En série 3, Yoann a couru sans âme. Subissant la course, jamais placé en futur finaliste qu’il ambitionnait. Il avait le
CV pour, une fois au taff, l’ambition lui a manqué dans une course heurtée, chaotique, à deux doigts de provoquer des bousculades. Yoann n’est pas dans la course, il est contre lui-même, à chercher la fenêtre qui à chaque fois se referme sur son nez. Yoann a les moyens de courir une finale sous les 3’40 », ce fut le cas six fois dans l’histoire de ces Europe mais en ce matin chagrin, Yoann a pris le mauvais vent.

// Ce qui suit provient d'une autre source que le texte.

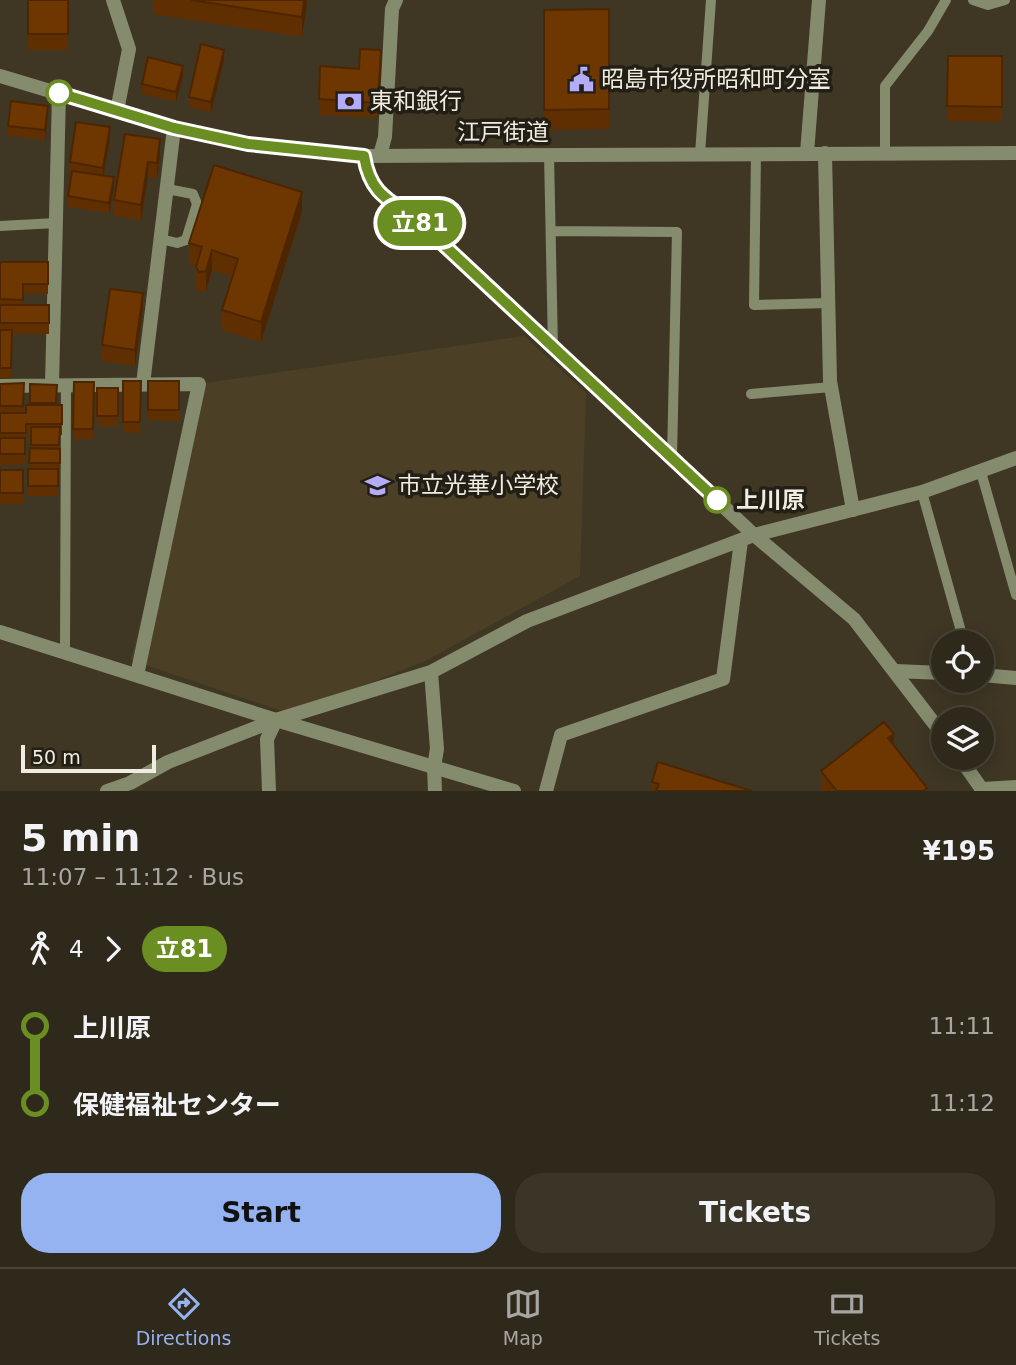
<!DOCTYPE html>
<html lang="en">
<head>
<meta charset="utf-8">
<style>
  body { margin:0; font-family:"DejaVu Sans","Noto Sans JP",sans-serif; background:#3b3528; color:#f1f3f6; height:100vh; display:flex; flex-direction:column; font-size:26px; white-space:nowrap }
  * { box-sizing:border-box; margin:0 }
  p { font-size:23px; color:#a7a6a3 }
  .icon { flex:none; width:38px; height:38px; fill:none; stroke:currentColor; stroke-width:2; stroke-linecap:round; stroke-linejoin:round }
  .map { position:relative; height:791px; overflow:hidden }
  .sheet { display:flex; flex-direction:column; background:#2f291b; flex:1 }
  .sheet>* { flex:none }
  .badge { padding:0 14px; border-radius:23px; font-size:24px; line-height:46px }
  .controls { position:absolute; left:931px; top:630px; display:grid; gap:14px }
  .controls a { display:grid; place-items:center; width:63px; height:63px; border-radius:50%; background:#2f291b; box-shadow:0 4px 18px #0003,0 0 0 2px #4a453a; font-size:35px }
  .scale { position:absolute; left:21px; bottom:18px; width:135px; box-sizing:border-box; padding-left:7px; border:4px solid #f1ece0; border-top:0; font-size:19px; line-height:24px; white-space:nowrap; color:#f1ece0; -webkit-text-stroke:5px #231f16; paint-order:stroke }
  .map>.badge { position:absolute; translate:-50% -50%; box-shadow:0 0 0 4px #fff }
  .legs { display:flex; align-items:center; gap:10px; height:77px; padding:0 21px; font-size:23px }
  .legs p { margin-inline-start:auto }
  .headline { display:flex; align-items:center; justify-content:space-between; height:119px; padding:0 21px }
  h1 { font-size:38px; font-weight:800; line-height:52px }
  .action { display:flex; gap:14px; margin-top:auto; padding:14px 21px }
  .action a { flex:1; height:80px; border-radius:28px; background:#95b2f1; color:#111; font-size:28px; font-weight:800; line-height:80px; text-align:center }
  .action a+a { background:#3b3528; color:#f1f3f6 }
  ul { padding:0 21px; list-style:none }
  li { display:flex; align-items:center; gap:24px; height:77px; font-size:26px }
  li i { display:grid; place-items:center; width:10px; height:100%; margin:0 9px; background:currentColor }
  li i::after { content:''; width:18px; height:18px; margin:-9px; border:5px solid; border-radius:50%; background:#2f291b }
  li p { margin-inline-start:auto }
  li:first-child i { background:linear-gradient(#0000 50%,currentColor 0) }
  li:last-child i { background:linear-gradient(currentColor 50%,#0000 0) }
  .menu { display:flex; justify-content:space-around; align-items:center; height:98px; border-top:2px solid #4a453a; background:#2f291b; font-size:19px; color:#a7a6a3 }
  .menu a { display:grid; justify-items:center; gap:4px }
  .menu .selected { color:#95b2f1 }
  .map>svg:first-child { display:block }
</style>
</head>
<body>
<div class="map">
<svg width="1016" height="791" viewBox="0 0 1016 791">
  <rect width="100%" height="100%" fill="#3f3724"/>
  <path fill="#4b4026" d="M 524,336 L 586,393 L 580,576 L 425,661 L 291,714 L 131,660 L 199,384 Z"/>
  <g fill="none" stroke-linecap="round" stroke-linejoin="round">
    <path stroke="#858c6e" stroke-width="10" d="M 973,0 L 988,5 L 1005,0
      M 885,152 L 885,86 L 928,31 L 946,0
      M 756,153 L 754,305 L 829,303
      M 549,154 L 553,348
      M 700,154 L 711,0
      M 0,226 L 56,223
      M 551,231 L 677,232 L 672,457
      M 161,239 L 177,243 L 186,240 L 197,204 L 193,194 L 167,189
      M 751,394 L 831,387
      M 981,472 L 1016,595
      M 922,492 L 964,642
      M 65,652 L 66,384"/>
    <path stroke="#858c6e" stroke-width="14" d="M 113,0 L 129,49 L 117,111
      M 807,153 L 819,0
      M 825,153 L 830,381 L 853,510
      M 380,155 L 385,137 L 392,9 L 396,0
      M 143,384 L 174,128
      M 52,385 L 59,93
      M 0,386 L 199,384 L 137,675
      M 895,671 L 943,673
      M 431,672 L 437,749 L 434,767 L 435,791
      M 982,675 L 1016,678
      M 983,789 L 1016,787
      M 107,791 L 130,783 L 168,762 L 276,720 L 431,672 L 527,621 L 754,535 L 922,492 L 1016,458
      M 269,791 L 267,739 L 276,720
      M 546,791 L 561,735 L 723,679 L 741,541"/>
    <path stroke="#858c6e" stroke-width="14" d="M 0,76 L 174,128 L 248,144 L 364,156 L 1016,153
      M 364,156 C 370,192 388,199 416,219 L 754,535 L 854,619 L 943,735
      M 0,632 L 276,720 L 514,791
      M 960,758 L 983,791"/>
  </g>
  <path fill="#5f2f02" d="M 28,0 L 68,0 L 68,50 L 28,50 Z
    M 153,0 L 307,0 L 307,4 L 302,37 L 153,14 Z
    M 609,9 L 609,129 L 544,130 L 544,10 Z
    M 948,56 L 1002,56 L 1002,122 L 947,121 Z
    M 224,60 L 211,113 L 189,107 L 189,97 Z
    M 320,66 L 359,69 L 381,66 L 378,118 L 319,115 Z
    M 183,76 L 176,102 L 142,94 L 142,84 Z
    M 48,116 L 45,140 L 8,136 L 8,126 Z
    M 125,134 L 160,155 L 157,179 L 148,177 L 141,220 L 114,216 L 114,200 Z
    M 110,137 L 104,176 L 114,188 L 109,213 L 68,207 L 68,196 L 72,173 L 70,173 L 70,162 Z
    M 302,212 L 261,342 L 222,330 L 222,310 L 232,277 L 212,270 L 206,291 L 199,292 L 196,287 L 196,266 L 189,263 L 189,243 Z
    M 0,262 L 48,262 L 48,294 L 23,294 L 23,305 L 49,305 L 49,334 L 12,334 L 11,379 L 0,378 Z
    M 143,309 L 135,366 L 102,361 L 102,345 Z
    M 123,381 L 141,381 L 140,433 L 123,433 Z
    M 148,381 L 179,381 L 179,421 L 148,420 Z
    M 74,382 L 94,382 L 93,439 L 73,439 Z
    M 24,383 L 23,413 L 26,413 L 30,405 L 30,384 L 57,385 L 57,405 L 62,405 L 62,435 L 60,435 L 60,474 L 58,474 L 58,496 L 28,496 L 28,469 L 29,469 L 31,434 L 26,434 L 26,444 L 25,443 L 25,465 L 0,465 L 0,384 Z
    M 97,388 L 118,388 L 118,427 L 97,426 Z
    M 0,470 L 23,470 L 23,504 L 0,504 Z
    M 894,745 L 927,791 L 821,791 L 821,771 Z
    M 652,782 L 752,791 L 652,791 Z"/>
  <path fill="#4d2601" d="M 304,0 L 307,0 L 307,4 L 302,37 L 302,17 Z
    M 224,50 L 224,60 L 211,113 L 211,102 Z
    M 381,50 L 381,66 L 378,118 L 378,103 Z
    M 183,66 L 183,76 L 176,102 L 176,92 Z
    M 48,106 L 48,116 L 45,140 L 45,130 Z
    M 110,127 L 110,137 L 103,178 L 103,168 Z
    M 160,139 L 160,155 L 157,179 L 157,163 Z
    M 148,162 L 148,177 L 141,220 L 141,205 Z
    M 114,177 L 114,188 L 109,213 L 109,203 Z
    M 302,192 L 302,212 L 261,342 L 261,322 Z
    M 212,250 L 212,270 L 206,291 L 206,271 Z
    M 143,293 L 143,309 L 135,366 L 135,350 Z
    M 894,734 L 894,754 L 888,738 Z"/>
  <path fill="#6e3702" stroke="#4d2601" stroke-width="2" d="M 28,0 L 68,0 L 68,34 L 28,34 Z
    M 191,0 L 304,0 L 302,17 Z
    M 609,9 L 609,109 L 544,110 L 544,10 Z
    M 201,44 L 224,50 L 211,102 L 189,97 Z
    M 360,49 L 381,50 L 378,103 L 319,99 L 320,66 L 359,69 Z
    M 948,56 L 1002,56 L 1002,107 L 947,106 Z
    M 148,57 L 183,66 L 176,92 L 142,84 Z
    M 11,101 L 48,106 L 45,130 L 8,126 Z
    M 76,122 L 110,127 L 103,168 L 70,162 Z
    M 125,134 L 160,139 L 157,163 L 148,162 L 141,205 L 114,200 Z
    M 214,165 L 302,192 L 261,322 L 222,310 L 238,259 L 212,250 L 206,271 L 199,272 L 196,267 L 202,247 L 189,243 Z
    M 72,171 L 114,177 L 109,203 L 68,196 Z
    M 0,262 L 48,262 L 48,284 L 23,284 L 23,300 L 0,299 Z
    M 110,289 L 143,293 L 135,350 L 102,345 Z
    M 0,305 L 49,305 L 49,323 L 0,323 Z
    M 0,330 L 12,330 L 11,368 L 0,368 Z
    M 123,381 L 141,381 L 140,422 L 123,422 Z
    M 148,381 L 179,381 L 179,410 L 148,410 Z
    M 74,382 L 94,382 L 93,429 L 73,429 Z
    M 24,383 L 23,406 L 0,406 L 0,384 Z
    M 30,384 L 57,385 L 56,403 L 30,403 Z
    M 97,388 L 118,388 L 118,416 L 97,416 Z
    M 26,405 L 62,405 L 62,424 L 26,424 L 26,433 L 0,433 L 0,413 L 26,413 Z
    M 31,427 L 60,427 L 59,445 L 31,445 Z
    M 0,438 L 25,438 L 25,454 L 0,454 Z
    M 30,448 L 60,449 L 60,463 L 29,463 Z
    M 28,469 L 58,469 L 58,486 L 28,486 Z
    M 0,470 L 23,470 L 23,493 L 0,493 Z
    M 884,722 L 894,734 L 888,738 L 927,788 L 923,791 L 837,791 L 821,771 Z
    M 658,762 L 752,791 L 656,791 L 659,784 L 652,782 Z"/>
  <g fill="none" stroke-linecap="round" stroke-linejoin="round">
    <defs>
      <path id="line-1" d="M 59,93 L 174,128 L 248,144 L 364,156 C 370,193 387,199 416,219 L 717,500"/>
    </defs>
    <use href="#line-1" stroke="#fff" stroke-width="16"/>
    <use href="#line-1" stroke="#6b8e23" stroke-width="10"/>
  </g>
  <defs>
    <symbol id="civic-bare" viewBox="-9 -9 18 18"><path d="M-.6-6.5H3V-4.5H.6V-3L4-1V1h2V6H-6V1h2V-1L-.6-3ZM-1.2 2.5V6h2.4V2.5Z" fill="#b4acf9" stroke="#231f16" stroke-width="2.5" paint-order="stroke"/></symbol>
    <symbol id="bank-bare" viewBox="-9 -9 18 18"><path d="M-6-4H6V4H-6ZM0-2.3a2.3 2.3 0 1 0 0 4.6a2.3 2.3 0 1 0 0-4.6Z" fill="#b4acf9" stroke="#231f16" stroke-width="2.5" paint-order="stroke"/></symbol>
    <symbol id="school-bare" viewBox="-9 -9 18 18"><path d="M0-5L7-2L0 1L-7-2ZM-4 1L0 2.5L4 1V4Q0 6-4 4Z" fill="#b4acf9" stroke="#231f16" stroke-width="2.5" paint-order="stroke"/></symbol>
  </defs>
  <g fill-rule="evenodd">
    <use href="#civic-bare" x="564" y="62" width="35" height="35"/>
    <use href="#bank-bare" x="332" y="84" width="35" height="35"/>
    <use href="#school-bare" x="360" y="468" width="35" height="35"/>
  </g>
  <g fill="#fff" stroke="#6b8e23" stroke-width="3.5">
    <circle cx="59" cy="93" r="12"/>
    <circle cx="717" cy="500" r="12"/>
  </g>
  <g text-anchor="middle" stroke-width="7" stroke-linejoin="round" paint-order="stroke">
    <g font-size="23" fill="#f1ece0" stroke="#231f16" text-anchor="start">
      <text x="601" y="87">昭島市役所昭和町分室</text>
      <text x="370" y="109">東和銀行</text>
      <text x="398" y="493">市立光華小学校</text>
    </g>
    <g font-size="23" fill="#f1ece0" stroke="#231f16">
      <text x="503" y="140">江戸街道</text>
    </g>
    <g font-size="23" font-weight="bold" fill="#f1ece0" stroke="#231f16" text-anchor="start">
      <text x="736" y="508">上川原</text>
    </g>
  </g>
</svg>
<div class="controls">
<a><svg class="icon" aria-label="locate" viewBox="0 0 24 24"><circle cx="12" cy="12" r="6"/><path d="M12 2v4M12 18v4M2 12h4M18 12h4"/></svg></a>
<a><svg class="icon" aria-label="layers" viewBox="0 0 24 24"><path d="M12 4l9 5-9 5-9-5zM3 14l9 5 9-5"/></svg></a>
</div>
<div class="scale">50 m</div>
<b class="badge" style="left:420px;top:223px;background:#6b8e23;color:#fff">立81</b>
</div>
<section class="sheet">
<div class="headline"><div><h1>5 min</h1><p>11:07 – 11:12 · Bus</p></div><b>¥195</b></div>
<div class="legs"><svg class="icon" aria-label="walk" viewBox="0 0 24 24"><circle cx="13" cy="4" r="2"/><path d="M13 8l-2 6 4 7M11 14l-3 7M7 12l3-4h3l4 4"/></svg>4<svg class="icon" aria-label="forward" viewBox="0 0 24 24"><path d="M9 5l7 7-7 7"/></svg><b class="badge" style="background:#6b8e23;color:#fff">立81</b></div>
<ul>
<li><i style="color:#6b8e23"></i><b>上川原</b><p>11:11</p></li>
<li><i style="color:#6b8e23"></i><b>保健福祉センター</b><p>11:12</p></li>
</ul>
<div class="action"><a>Start</a><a>Tickets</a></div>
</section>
<nav class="menu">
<a class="selected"><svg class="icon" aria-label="directions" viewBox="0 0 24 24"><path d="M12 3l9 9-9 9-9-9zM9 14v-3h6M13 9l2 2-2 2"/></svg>Directions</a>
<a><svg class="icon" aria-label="map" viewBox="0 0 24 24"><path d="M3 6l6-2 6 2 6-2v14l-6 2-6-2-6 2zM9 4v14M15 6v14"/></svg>Map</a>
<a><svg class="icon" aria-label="tickets" viewBox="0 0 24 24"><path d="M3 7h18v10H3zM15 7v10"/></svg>Tickets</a>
</nav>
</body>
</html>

Rien à voir avec cette dernière séance qu’il tourne avec aisance, seul, sous une pluie fine, du pur plaisir avec 8 fois 300 en moins de 42 » et 1’30 » de récup. « Ce n’est pas vraiment une séance dure, mais c’est la manière dont je l’ai tournée ». Il est dur envers lui-même, il a raison : « C’est zéro, j’ai trente sélections et je suis encore nul pour gérer le 1500. J’avais le kif pour passer. J’ai été trop gentil, j’ai subi ».
Il sera donc spectateur d’une finale où l’allemand Tesfaye, champion du monde en titre, s’annonce favori. Transfuge éthiopien, déclaré rapido comme citoyen allemand dans une belle confusion d’âge et d’identité, celui-ci a depuis fait taire toutes les rumeurs par des victoires que personne ne viendrait bouder.